In fact, Paint This Town is filled with fruit that has ripened since our band grew a new branch thanks to Jerry. Songs like “Painkiller,” “John Brown’s Dream” and “Used To Be A Mountain” live on that familiar, rough hewn edge of hillbilly and punk-rock music. It’s the same sound that I first scrambled up when I tried to rock out on the drums, only to learn how to rock out on the fiddle instead.

Drummers and fiddlers have different ways of tapping the source, but music is a true vine, and that means that you can dig up a groove no matter what instrument you’re playing. From its earliest beginnings, American roots music has always been a conversation between melody and rhythm.

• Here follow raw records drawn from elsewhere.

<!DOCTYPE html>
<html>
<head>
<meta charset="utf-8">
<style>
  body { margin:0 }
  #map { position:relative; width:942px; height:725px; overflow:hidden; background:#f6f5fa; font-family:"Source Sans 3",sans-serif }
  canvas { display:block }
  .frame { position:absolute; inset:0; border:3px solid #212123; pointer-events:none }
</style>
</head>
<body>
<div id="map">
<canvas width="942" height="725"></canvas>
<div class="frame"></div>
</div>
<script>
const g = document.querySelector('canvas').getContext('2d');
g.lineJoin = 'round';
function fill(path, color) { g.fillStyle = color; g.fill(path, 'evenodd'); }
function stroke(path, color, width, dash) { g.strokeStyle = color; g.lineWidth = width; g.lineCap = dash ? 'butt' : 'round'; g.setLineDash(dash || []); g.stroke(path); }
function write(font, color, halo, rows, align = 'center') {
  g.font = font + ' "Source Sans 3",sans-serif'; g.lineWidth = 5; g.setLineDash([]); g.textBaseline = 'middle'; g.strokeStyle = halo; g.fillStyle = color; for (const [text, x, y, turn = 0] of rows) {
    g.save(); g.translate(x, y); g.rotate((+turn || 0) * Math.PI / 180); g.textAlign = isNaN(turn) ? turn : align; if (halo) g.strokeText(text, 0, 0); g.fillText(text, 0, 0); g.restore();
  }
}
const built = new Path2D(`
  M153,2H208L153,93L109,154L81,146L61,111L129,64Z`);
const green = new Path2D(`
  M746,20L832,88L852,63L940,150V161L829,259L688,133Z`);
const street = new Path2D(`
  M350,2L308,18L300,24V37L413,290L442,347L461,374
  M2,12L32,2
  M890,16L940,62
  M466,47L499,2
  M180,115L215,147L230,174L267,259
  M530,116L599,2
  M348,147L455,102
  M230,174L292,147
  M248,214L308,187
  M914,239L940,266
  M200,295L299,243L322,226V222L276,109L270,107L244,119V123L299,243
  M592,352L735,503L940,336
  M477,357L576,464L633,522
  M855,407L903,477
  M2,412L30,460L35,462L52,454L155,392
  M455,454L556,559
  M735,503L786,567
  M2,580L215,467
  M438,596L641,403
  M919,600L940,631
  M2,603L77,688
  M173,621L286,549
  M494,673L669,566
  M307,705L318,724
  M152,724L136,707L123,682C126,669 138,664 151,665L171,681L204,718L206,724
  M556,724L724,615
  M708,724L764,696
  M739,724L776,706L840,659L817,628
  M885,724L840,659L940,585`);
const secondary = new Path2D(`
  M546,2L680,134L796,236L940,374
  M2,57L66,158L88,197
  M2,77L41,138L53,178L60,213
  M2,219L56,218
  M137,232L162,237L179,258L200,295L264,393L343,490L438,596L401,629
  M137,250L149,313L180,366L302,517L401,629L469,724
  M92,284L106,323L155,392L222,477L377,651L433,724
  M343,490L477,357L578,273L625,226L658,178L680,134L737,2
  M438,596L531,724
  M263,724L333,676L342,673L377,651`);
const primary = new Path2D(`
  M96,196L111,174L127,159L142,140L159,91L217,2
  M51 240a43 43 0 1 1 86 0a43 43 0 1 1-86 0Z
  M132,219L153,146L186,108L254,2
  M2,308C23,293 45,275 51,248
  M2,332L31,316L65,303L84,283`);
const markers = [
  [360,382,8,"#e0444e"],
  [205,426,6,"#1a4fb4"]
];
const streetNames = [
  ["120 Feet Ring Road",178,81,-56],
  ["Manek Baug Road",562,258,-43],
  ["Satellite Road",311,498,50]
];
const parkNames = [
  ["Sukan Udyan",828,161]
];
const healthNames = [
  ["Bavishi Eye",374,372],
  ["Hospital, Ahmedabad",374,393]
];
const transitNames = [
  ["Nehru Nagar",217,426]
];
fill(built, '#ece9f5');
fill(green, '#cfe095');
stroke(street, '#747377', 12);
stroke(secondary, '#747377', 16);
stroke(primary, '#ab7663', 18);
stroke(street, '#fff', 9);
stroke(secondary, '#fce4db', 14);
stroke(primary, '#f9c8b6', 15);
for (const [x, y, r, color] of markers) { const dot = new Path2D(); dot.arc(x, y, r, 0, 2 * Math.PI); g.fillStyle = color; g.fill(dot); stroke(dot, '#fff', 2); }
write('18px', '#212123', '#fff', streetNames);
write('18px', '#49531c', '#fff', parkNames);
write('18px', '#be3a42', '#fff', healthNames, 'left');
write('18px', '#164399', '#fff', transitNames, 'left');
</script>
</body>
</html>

Once, backstage at the historic Merriweather Post Pavilion, I was tuning up while Levon Helm was about to go onstage. His family was also standing side stage, and his daughter Amy passed his baby grandson to him behind the kit. As Levon bounced the child on his knee, I scratched out a little tune on the fiddle to the rhythm of the boy’s bounce. Pretty soon after, Levon cracked a smile at me and joined in on a cymbal, then snare, with his arms around the little grandchild in his lap. He bounced on Grandpa’s kick leg and stared at me, mesmerized by the beat of the bow. It was just an old drum and violin weaving in and out, but there was something in that moment that felt electric—the two primal elements of song, melody and rhythm, dancing alongside each other in joyous complement.


Ketch Secor is a founding member of Old Crow Medicine Show. The veteran roots group released their seventh studio album, Paint This Town, on April 22 via ATO.